Records from a data source:
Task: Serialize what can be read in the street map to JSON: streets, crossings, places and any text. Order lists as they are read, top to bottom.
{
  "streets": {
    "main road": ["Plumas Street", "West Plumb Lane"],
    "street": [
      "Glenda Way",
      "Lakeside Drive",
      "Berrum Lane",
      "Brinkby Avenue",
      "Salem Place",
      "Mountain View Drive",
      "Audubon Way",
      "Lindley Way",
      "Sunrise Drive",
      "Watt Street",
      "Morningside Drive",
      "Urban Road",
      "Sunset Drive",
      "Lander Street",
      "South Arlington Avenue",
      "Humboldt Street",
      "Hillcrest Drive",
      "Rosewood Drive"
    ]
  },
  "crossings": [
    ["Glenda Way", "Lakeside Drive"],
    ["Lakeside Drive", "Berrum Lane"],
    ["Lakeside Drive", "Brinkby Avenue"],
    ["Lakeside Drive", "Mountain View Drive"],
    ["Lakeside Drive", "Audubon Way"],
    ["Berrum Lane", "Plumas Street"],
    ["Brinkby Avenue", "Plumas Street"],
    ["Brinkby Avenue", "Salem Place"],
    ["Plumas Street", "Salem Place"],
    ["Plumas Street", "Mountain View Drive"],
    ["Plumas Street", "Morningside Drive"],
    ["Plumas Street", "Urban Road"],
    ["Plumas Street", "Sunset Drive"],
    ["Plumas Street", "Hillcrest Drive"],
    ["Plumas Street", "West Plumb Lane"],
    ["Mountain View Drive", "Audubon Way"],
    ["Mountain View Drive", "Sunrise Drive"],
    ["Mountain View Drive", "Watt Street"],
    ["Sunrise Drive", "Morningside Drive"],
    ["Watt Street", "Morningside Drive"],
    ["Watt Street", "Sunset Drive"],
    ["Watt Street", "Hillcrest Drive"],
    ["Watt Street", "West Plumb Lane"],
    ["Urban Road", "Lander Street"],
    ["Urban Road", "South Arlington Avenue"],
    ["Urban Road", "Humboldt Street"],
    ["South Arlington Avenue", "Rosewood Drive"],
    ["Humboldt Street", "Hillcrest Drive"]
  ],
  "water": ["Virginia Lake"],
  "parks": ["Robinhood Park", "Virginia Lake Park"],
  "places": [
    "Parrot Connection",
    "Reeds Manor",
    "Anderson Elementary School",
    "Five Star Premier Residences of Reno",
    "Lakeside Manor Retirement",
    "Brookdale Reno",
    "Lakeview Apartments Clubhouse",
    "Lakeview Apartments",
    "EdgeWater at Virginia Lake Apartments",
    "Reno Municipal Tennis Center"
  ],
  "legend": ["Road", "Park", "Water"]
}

• _Problem statement_
Could you output all of the records above exactly as given?

• _Problem solution_
Task: Serialize what can be read in the street map to JSON: streets, crossings, places and any text. Order lists as they are read, top to bottom.
{
  "streets": {
    "main road": ["Plumas Street", "West Plumb Lane"],
    "street": [
      "Glenda Way",
      "Lakeside Drive",
      "Berrum Lane",
      "Brinkby Avenue",
      "Salem Place",
      "Mountain View Drive",
      "Audubon Way",
      "Lindley Way",
      "Sunrise Drive",
      "Watt Street",
      "Morningside Drive",
      "Urban Road",
      "Sunset Drive",
      "Lander Street",
      "South Arlington Avenue",
      "Humboldt Street",
      "Hillcrest Drive",
      "Rosewood Drive"
    ]
  },
  "crossings": [
    ["Glenda Way", "Lakeside Drive"],
    ["Lakeside Drive", "Berrum Lane"],
    ["Lakeside Drive", "Brinkby Avenue"],
    ["Lakeside Drive", "Mountain View Drive"],
    ["Lakeside Drive", "Audubon Way"],
    ["Berrum Lane", "Plumas Street"],
    ["Brinkby Avenue", "Plumas Street"],
    ["Brinkby Avenue", "Salem Place"],
    ["Plumas Street", "Salem Place"],
    ["Plumas Street", "Mountain View Drive"],
    ["Plumas Street", "Morningside Drive"],
    ["Plumas Street", "Urban Road"],
    ["Plumas Street", "Sunset Drive"],
    ["Plumas Street", "Hillcrest Drive"],
    ["Plumas Street", "West Plumb Lane"],
    ["Mountain View Drive", "Audubon Way"],
    ["Mountain View Drive", "Sunrise Drive"],
    ["Mountain View Drive", "Watt Street"],
    ["Sunrise Drive", "Morningside Drive"],
    ["Watt Street", "Morningside Drive"],
    ["Watt Street", "Sunset Drive"],
    ["Watt Street", "Hillcrest Drive"],
    ["Watt Street", "West Plumb Lane"],
    ["Urban Road", "Lander Street"],
    ["Urban Road", "South Arlington Avenue"],
    ["Urban Road", "Humboldt Street"],
    ["South Arlington Avenue", "Rosewood Drive"],
    ["Humboldt Street", "Hillcrest Drive"]
  ],
  "water": ["Virginia Lake"],
  "parks": ["Robinhood Park", "Virginia Lake Park"],
  "places": [
    "Parrot Connection",
    "Reeds Manor",
    "Anderson Elementary School",
    "Five Star Premier Residences of Reno",
    "Lakeside Manor Retirement",
    "Brookdale Reno",
    "Lakeview Apartments Clubhouse",
    "Lakeview Apartments",
    "EdgeWater at Virginia Lake Apartments",
    "Reno Municipal Tennis Center"
  ],
  "legend": ["Road", "Park", "Water"]
}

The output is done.